Visitors often sought out the curious establishment known as Hangman’s Tree, whose cellar preserved the stump of the original hanging tree from frontier days. It made for a popular photograph among motorists eager to prove they had passed through the legendary town of Hangtown.
And tucked along Main Street stood the old stone building now known as the Fountain & Tallman Museum, originally built in 1852 as a soda works. By the 1920s it remained a landmark of the town’s earliest prosperity.
Sirens of the Modern Age
Placerville was not content to live entirely in memory. Between 1920 and 1921, the city installed a system of electric sirens—modern marvels intended to warn citizens of fires or emergencies. One was placed near the high school, another in Upper Town on Broadway, and a third atop the firehouse of Confidence Engine Company No. 1.
Thus the quiet toll of the bell tower now shared the skyline with the shriek of electricity—an audible reminder that the twentieth century had arrived.
A Town Standing at the Crossroads
So this photograph captures more than storefronts and wagons. It shows a town balanced neatly between two centuries.

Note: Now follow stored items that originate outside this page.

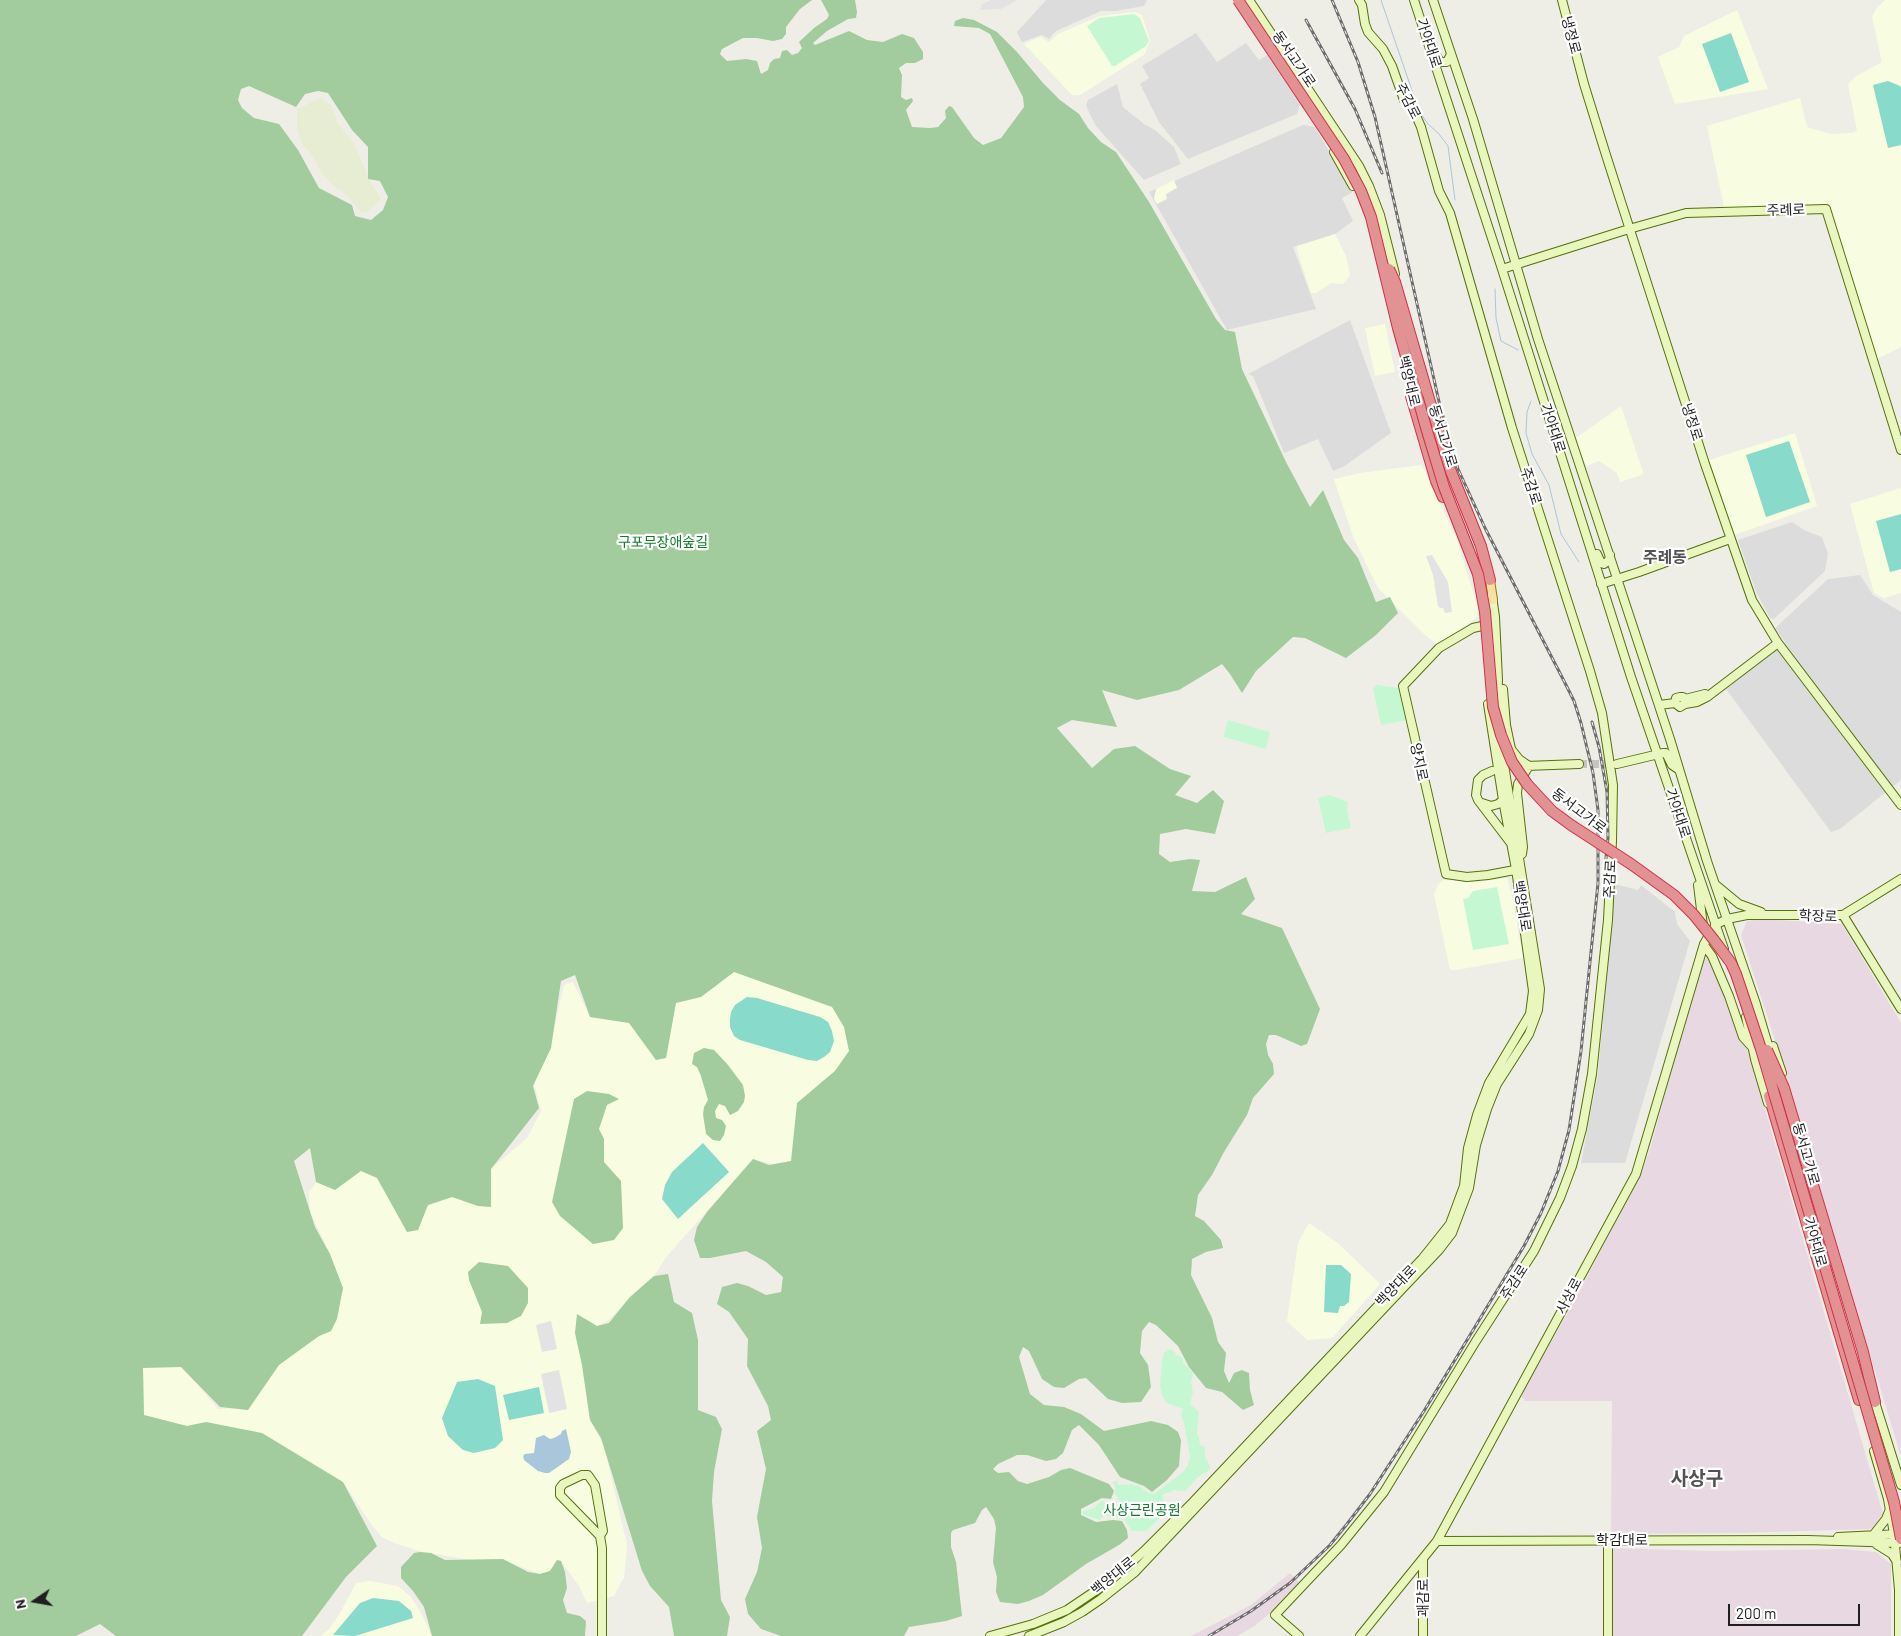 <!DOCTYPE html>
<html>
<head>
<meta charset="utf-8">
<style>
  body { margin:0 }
  #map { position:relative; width:1901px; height:1636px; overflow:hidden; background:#efeee6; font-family:Barlow,sans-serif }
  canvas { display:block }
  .north { position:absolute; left:10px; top:1576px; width:50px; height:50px; -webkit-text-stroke:4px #fff; paint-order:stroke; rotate:258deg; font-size:14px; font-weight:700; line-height:20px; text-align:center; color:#1f1f1f }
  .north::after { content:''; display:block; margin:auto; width:18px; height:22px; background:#1f1f1f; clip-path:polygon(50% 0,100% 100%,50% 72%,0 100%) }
  .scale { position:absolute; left:1728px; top:1604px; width:132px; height:22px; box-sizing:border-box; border:2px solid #1f1f1f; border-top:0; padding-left:6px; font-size:15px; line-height:18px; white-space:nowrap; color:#1f1f1f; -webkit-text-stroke:4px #fff; paint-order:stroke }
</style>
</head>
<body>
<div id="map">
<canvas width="1901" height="1636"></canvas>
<div class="north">N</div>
<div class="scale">200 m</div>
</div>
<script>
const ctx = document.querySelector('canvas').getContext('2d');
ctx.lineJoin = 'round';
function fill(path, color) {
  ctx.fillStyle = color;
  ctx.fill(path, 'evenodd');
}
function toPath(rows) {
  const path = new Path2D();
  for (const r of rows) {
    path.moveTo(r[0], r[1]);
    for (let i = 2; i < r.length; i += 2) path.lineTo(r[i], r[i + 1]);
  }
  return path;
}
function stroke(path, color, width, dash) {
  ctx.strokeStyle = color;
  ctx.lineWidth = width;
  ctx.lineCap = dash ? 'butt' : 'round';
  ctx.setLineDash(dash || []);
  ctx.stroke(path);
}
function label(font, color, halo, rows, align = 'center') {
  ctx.font = font + ' Barlow,"Noto Sans KR",sans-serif';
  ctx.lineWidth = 4.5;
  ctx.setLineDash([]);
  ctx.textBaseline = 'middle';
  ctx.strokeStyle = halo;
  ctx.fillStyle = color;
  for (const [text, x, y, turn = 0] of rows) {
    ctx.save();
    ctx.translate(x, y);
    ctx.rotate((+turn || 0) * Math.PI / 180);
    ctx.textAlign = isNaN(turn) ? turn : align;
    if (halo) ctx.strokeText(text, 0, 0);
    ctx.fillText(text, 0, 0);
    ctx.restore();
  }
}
fill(toPath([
  [1046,0,1147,0,1144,6,1116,11,1101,11,1056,31,1049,39,1042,35,1022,42,1017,32],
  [1196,33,1217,62,1246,43,1259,60,1267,55,1300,104,1297,114,1188,159,1159,122,1140,84,1149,78,1142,66],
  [1117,84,1123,107,1144,124,1155,130,1174,147,1181,164,1144,180,1096,126,1086,106,1088,100],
  [1303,125,1315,127,1353,192,1342,198,1353,221,1335,234,1293,247,1316,309,1227,330,1149,192],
  [1350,320,1391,433,1343,467,1333,471,1318,439,1284,453,1253,376,1248,374],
  [1792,522,1806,531,1822,537,1828,554,1825,571,1774,619,1770,618,1756,592,1738,540],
  [1860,575,1873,595,1901,612,1901,780,1840,829,1831,832,1726,689,1785,642,1775,628,1828,579],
  [1615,884,1638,890,1641,885,1675,912,1677,924,1690,941,1625,1163,1581,1163,1598,1074]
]), '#dddcdc');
fill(toPath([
  [1762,919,1842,924,1901,1023,1901,1457,1782,1062,1741,935,1747,921],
  [1710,956,1741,1031,1752,1065,1883,1514,1874,1528,1869,1529,1740,1533,1611,1534,1612,1401,1525,1401,1522,1397,1522,1393,1571,1307,1641,1174,1651,1146,1686,1016,1703,961],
  [1611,1548,1713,1551,1843,1549,1876,1552,1891,1564,1891,1636,1612,1636],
  [1290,1573,1300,1583,1273,1611,1253,1627,1237,1636,1191,1636,1251,1605]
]), '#e8d8e2');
fill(toPath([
  [1885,0,1901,0,1901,347,1873,361,1826,209,1725,212,1707,126,1800,98,1807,127,1830,134,1852,133,1857,131,1848,84,1855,77,1882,62,1872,17,1876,9],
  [1737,10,1768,89,1675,104,1658,57,1679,47,1684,36],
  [1135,12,1142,15,1150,41,1145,54,1080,95,1072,95,1024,44,1040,37,1049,42,1058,34,1100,16],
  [1174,180,1177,188,1166,194,1167,199,1157,204,1154,199,1156,189],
  [1335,234,1346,256,1350,276,1343,284,1331,283,1316,293,1311,293,1297,250,1298,246],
  [1385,324,1395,372,1375,376,1365,328],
  [1621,406,1643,472,1642,475,1620,482,1617,473,1599,461,1586,466,1576,438],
  [1795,433,1817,506,1734,535,1709,460],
  [1422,465,1457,540,1480,615,1438,645,1425,635,1378,588,1354,539,1334,479,1360,473],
  [1901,488,1901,593,1884,598,1874,593,1850,504],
  [1507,878,1513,901,1523,958,1456,970,1450,970,1434,894,1438,885,1443,880,1478,882],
  [734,972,832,1007,844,1027,849,1051,835,1071,819,1084,791,1161,773,1164,753,1159,667,1256,654,1276,630,1297,609,1320,597,1326,577,1314,575,1333,582,1365,590,1420,604,1446,627,1545,624,1577,614,1596,587,1603,579,1586,561,1561,557,1560,550,1571,540,1574,506,1561,493,1559,473,1560,447,1556,423,1552,394,1543,382,1537,371,1524,343,1482,206,1422,187,1426,144,1415,143,1368,181,1366,218,1409,250,1407,279,1365,316,1338,331,1331,343,1288,330,1254,310,1212,309,1192,316,1182,335,1190,360,1167,375,1174,418,1216,428,1206,453,1197,478,1206,491,1169,527,1138,541,1111,534,1083,551,1043,564,985,573,982,590,1017,629,1023,656,1060,667,1057,675,1003,701,997],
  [1309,1223,1339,1244,1380,1284,1332,1338,1307,1340,1287,1321,1298,1243],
  [370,1581,398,1586,411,1597,421,1613,432,1636,321,1636,329,1629,339,1615,356,1583]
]), '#f8fde1');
fill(toPath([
  [321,98,331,105,337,122,353,142,372,185,381,199,367,212,361,213,347,195,335,187,323,175,309,151,302,145,297,128,297,109]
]), '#e6edd2');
fill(toPath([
  [0,0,812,0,800,9,786,27,786,34,782,39,773,41,757,38,743,38,722,49,720,54,727,61,746,59,757,61,761,74,768,70,770,63,774,59,780,58,782,51,787,50,792,55,798,53,802,48,799,42,814,28,827,19,829,15,821,0,855,0,857,12,856,18,848,19,827,31,813,43,815,45,849,31,867,40,883,42,902,34,914,38,923,52,923,59,915,63,906,63,899,68,902,75,901,97,906,100,912,98,913,101,906,110,912,127,930,128,938,127,946,118,945,111,949,106,952,107,974,138,983,145,1001,138,1024,107,1023,97,990,34,979,28,954,26,955,21,963,18,974,20,997,32,1017,52,1043,83,1060,100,1079,114,1088,128,1101,142,1116,152,1149,202,1216,319,1225,330,1235,332,1242,369,1286,462,1310,507,1323,490,1344,540,1358,558,1376,602,1390,597,1398,613,1376,635,1346,658,1305,638,1293,637,1256,671,1242,693,1230,674,1222,664,1179,690,1137,700,1102,690,1117,727,1072,720,1057,728,1092,768,1114,749,1135,746,1170,769,1191,776,1175,795,1197,803,1213,790,1224,801,1215,834,1186,829,1160,834,1159,854,1170,862,1190,859,1200,860,1192,891,1215,892,1246,877,1255,899,1241,914,1282,928,1320,1009,1307,1044,1301,1046,1276,1035,1269,1035,1266,1044,1268,1055,1273,1064,1274,1074,1253,1098,1247,1115,1224,1152,1212,1175,1198,1195,1195,1216,1204,1221,1221,1240,1223,1248,1206,1252,1192,1259,1191,1275,1212,1318,1218,1342,1226,1353,1224,1371,1229,1383,1234,1373,1242,1370,1249,1373,1250,1390,1254,1405,1243,1410,1222,1392,1206,1388,1189,1367,1178,1346,1156,1325,1149,1322,1142,1331,1140,1353,1148,1365,1151,1387,1141,1402,1122,1403,1108,1399,1086,1378,1079,1379,1064,1388,1054,1387,1042,1379,1029,1351,1023,1347,1019,1357,1030,1394,1044,1405,1064,1407,1081,1414,1104,1431,1151,1421,1168,1425,1178,1432,1181,1440,1179,1466,1167,1480,1152,1492,1144,1486,1120,1477,1099,1445,1079,1425,1072,1430,1063,1453,1056,1459,1046,1461,1027,1455,1017,1455,998,1464,993,1469,998,1473,1009,1472,1018,1481,1027,1484,1049,1477,1061,1470,1070,1468,1109,1484,1114,1491,1111,1499,1102,1498,1081,1509,1081,1515,1096,1522,1113,1520,1122,1521,1127,1530,1128,1538,1119,1545,1086,1564,1043,1595,1029,1601,1018,1604,1000,1602,996,1592,997,1577,993,1562,996,1528,994,1519,986,1507,982,1510,975,1523,953,1530,951,1533,951,1547,956,1562,962,1616,946,1621,909,1627,904,1636,781,1636,761,1629,748,1614,745,1599,757,1572,762,1548,757,1517,766,1469,757,1431,771,1420,768,1406,747,1366,748,1339,729,1312,717,1304,722,1287,737,1283,748,1286,766,1295,781,1292,783,1277,766,1262,746,1251,710,1258,700,1258,694,1240,697,1227,707,1212,753,1159,769,1165,791,1161,797,1103,835,1071,849,1051,844,1027,832,1007,734,972,701,997,676,1003,666,1058,656,1060,629,1023,590,1017,575,975,561,981,551,1048,533,1086,539,1108,491,1169,491,1207,478,1206,452,1197,428,1205,418,1230,407,1232,377,1178,361,1171,335,1190,316,1182,310,1148,294,1161,315,1227,330,1254,343,1288,337,1319,331,1331,319,1336,279,1365,248,1410,220,1407,181,1367,143,1368,144,1415,187,1426,206,1422,262,1433,343,1482,377,1546,346,1577,302,1636,116,1636,100,1624,76,1636,0,1636],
  [249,86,296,107,305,94,318,91,328,93,352,130,368,147,368,179,380,181,388,197,383,210,371,220,355,216,352,205,319,188,298,150,279,124,254,118,242,108,238,100,241,89],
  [704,1048,714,1050,728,1065,743,1085,745,1096,744,1102,738,1111,730,1115,725,1106,719,1104,715,1111,716,1118,722,1120,726,1126,724,1135,720,1141,713,1140,706,1134,703,1114,704,1107,708,1100,701,1076,697,1067,692,1064,694,1053],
  [587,1091,609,1094,619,1099,607,1105,599,1129,604,1139,604,1162,621,1181,623,1228,614,1240,593,1244,560,1216,552,1202,574,1099],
  [479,1262,508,1266,528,1288,528,1303,521,1316,507,1323,480,1324,482,1312,469,1280,468,1272],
  [668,1274,674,1302,692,1313,698,1340,698,1410,716,1417,722,1429,714,1472,712,1501,721,1600,730,1617,727,1636,674,1636,669,1607,650,1586,642,1571,601,1438,590,1420,582,1365,575,1333,577,1314,597,1326,609,1323,630,1297,654,1276],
  [420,1552,431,1553,445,1560,503,1559,528,1572,540,1574,550,1571,557,1560,561,1561,565,1572,567,1588,563,1600,567,1613,580,1616,586,1621,585,1636,432,1636,424,1607,413,1591,401,1578,401,1567,414,1553]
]), '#a2cc9d');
fill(toPath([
  [1134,14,1140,18,1149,41,1146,46,1115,66,1112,66,1087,26,1099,18],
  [1376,685,1401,688,1408,720,1381,725,1373,689],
  [1228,720,1270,732,1266,749,1224,737,1223,739],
  [1329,795,1348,802,1347,809,1351,828,1326,833,1318,798],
  [1497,887,1509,944,1473,950,1463,899,1468,898,1473,891],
  [1170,1349,1175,1352,1176,1355,1182,1357,1183,1363,1192,1371,1193,1376,1191,1381,1193,1393,1190,1404,1199,1412,1197,1433,1199,1437,1200,1445,1205,1447,1205,1457,1211,1468,1207,1472,1198,1477,1185,1491,1175,1490,1162,1495,1164,1501,1162,1504,1166,1509,1165,1512,1147,1531,1131,1531,1124,1518,1104,1516,1100,1520,1085,1515,1081,1512,1094,1508,1102,1500,1108,1505,1112,1506,1114,1503,1118,1506,1120,1501,1115,1495,1115,1486,1112,1482,1116,1481,1118,1481,1118,1485,1133,1484,1133,1486,1138,1485,1148,1493,1154,1494,1183,1472,1188,1465,1190,1456,1184,1423,1181,1415,1183,1409,1167,1403,1162,1396,1160,1386,1162,1360,1164,1353]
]), '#c6f7d3');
fill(toPath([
  [1731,33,1749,82,1720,92,1702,44],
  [1888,81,1900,86,1901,88,1901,145,1888,148,1873,85],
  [1789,441,1810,502,1766,517,1746,455],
  [1901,514,1901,569,1890,572,1876,521],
  [747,997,757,998,820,1017,828,1022,832,1031,834,1041,830,1052,824,1057,817,1061,808,1060,740,1040,734,1036,730,1027,730,1019,731,1012,735,1005],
  [703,1143,729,1172,678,1219,662,1199,665,1185,672,1172],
  [1326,1265,1341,1265,1351,1274,1349,1302,1344,1306,1340,1306,1338,1313,1324,1312],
  [478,1379,495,1386,503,1440,495,1448,474,1453,463,1450,448,1436,442,1418,457,1382],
  [539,1387,544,1413,509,1420,503,1395],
  [373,1598,399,1601,411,1611,413,1618,355,1636,333,1635,360,1603]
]), '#88daca');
fill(toPath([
  [991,0,1016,0,1016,1,1001,9,980,10,981,5],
  [1432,555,1448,582,1452,612,1445,613,1443,608,1440,608,1438,606,1433,575,1426,556],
  [551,1321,557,1349,542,1352,536,1325],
  [559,1370,567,1409,549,1413,541,1374]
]), '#e3e3e3');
fill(toPath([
  [566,1429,571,1452,569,1459,549,1473,545,1473,538,1471,524,1460,523,1456,525,1454,534,1453,536,1438,544,1435,550,1439,554,1438,561,1434,562,1431]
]), '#a9c6db');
stroke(toPath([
  [1381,0,1419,111,1428,124,1439,134,1448,146,1455,200],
  [1495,289,1496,318,1501,341,1518,350],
  [1531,401,1527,412,1526,433,1532,454,1549,485,1561,534,1579,562]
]), '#a9c6db', 1);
stroke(toPath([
  [1579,764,1615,764]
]), '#c5c5be', 8, [8, 4]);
const secondary = toPath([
  [1249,0,1359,166,1369,186,1380,215,1395,274],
  [1414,0,1502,269,1631,677,1724,949],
  [1433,0,1473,119,1538,339,1670,739,1707,861,1755,1001,1771,1055],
  [1562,0,1584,84,1606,155,1705,464,1752,600,1778,643,1901,805],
  [1436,55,1440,62,1447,62,1451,54],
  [1334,152,1353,186],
  [1502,269,1629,229,1686,213,1826,209,1901,450],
  [1597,554,1601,563,1604,564,1609,560,1610,555],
  [1601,584,1639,572,1730,539],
  [1492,596,1495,617,1498,680,1497,714],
  [1491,624,1473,628,1439,648,1403,686,1446,874,1467,877,1488,875,1520,869],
  [1503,689,1506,725,1511,749,1519,759,1529,766,1518,784,1517,793,1523,847,1522,854],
  [1685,699,1705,694],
  [1685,704,1697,702,1707,697,1778,643],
  [1659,705,1675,703,1680,707,1685,704,1685,701,1683,697,1680,697,1676,698,1675,703],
  [1617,764,1663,753,1666,753,1672,765,1678,769],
  [1526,766,1579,764],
  [1492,771,1483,775,1478,780,1476,795,1478,800,1510,842],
  [1482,803,1491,806,1498,804,1503,800],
  [1698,885,1703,926],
  [1716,885,1739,904,1761,912],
  [1843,915,1901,879],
  [1715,925,1727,919,1747,915,1843,915,1901,1009],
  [1704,945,1712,956,1729,996,1743,1037,1753,1048],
  [1746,1017,1755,1059,1768,1103],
  [1773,1046,1782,1073],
  [1874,1399,1901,1485],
  [1874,1451,1888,1499,1894,1534,1899,1590,1899,1636],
  [582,1475,588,1475,595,1485,603,1531,600,1536,560,1495,560,1488,563,1484,582,1475],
  [1874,1534,1886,1519,1890,1509],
  [600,1536,602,1548,602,1636],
  [1838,1537,1899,1534],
  [1437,1541,1808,1540,1900,1543],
  [1608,1541,1608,1636],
  [1876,1544,1892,1554,1897,1562],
  [990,1636,1033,1624,1067,1610,1110,1581,1143,1552,1193,1502,1422,1259,1450,1224,1464,1186,1468,1148,1477,1115,1489,1083,1530,1014,1533,991,1516,869,1503,800,1488,704],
  [1029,1636,1064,1622,1082,1612,1101,1599,1135,1572,1402,1289,1439,1250,1452,1233,1469,1188,1476,1145,1487,1109,1497,1084,1529,1034,1538,1010,1540,989,1500,740],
  [1299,1636,1275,1615,1341,1545,1384,1492,1476,1341,1534,1251,1560,1198,1572,1166,1582,1129,1592,1074,1608,920,1612,841,1613,785,1602,713,1590,671,1512,428,1450,213,1439,191,1421,127,1414,111,1404,100,1392,66,1383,49,1368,32,1365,24,1362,5,1359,0],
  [1360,1636,1437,1541,1636,1174,1704,944,1712,930],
  [1423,1636,1423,1559]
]);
const primary = toPath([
  [1490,580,1493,600]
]);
const highway = toPath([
  [1427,392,1450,469,1481,546,1490,580],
  [1411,396,1436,481,1443,497],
  [1784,1088,1863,1352,1875,1402],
  [1769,1096,1859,1400]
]);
stroke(secondary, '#53710b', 10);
stroke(primary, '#927e08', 10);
stroke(highway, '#d22f48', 12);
stroke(secondary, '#e9f6bd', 8);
stroke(primary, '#f7e2a3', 8);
stroke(highway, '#e29292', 10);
const rail = toPath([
  [1306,20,1355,109,1382,173],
  [1592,722,1599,747,1607,792,1608,838,1605,868],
  [1209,1636,1251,1611,1290,1583,1330,1545,1347,1524,1370,1494,1424,1411,1524,1246,1541,1213,1558,1171,1569,1130,1581,1051,1598,883,1598,810,1593,773,1581,723,1574,701,1564,681,1485,528,1458,469,1440,406,1375,117,1358,62,1332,0]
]);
stroke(rail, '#6d6d6d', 3);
stroke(rail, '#fff', 1, [4]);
const highwayBridge = toPath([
  [1238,0,1344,159,1361,191,1371,217,1398,328,1427,431,1444,487,1478,574,1485,612,1493,707,1501,735,1512,762,1527,784,1552,811,1571,825,1631,864,1674,895,1694,915,1714,940,1731,963,1736,974,1761,1049,1894,1502,1901,1539],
  [1389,269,1395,282,1427,392],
  [1767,1050,1784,1088]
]);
stroke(highwayBridge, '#d22f48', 12, []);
stroke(highwayBridge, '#e29292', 10);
label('14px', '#1f1f1f', '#fff', [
  ["냉정로",1571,35,75],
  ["가야대로",1429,43,72],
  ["동서고가로",1294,59,56],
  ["주감로",1408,101,63],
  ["주례로",1786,210,-2],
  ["백양대로",1409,381,76],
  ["냉정로",1692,422,72],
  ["가야대로",1553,428,72],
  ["동서고가로",1443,436,73],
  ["주감로",1531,486,72],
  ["양지로",1419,762,78],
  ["동서고가로",1579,811,37],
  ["가야대로",1678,813,72],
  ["주감로",1610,879,-87],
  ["백양대로",1522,906,81],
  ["학장로",1818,916,2],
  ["동서고가로",1806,1154,74],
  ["가야대로",1815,1242,74],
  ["주감로",1514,1282,-57],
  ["백양대로",1396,1286,-46],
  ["사상로",1569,1296,-62],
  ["학감대로",1622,1540],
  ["백양대로",1113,1576,-39],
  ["괘감로",1423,1598,-90]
]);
label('14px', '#12792d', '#fff', [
  ["구포무장애숲길",663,542],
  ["사상근린공원",1142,1510]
]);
label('bold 16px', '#525252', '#fff', [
  ["주례동",1665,558]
]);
label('bold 19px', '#525252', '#fff', [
  ["사상구",1697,1479]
]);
</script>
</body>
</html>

Placerville in the 1920s was no longer the lawless mining camp of Hangtown, yet neither had it lost its frontier spirit. The horses had not quite disappeared, the automobiles had not quite taken command, and the old wooden balconies still cast their shade over travelers passing west toward Sacramento or east toward the high Sierra.
In that brief moment of history, Main Street was not merely a street—it was the road of America itself.
And every traveler who passed beneath the Bell Tower carried away a little dust of Hangtown on their boots.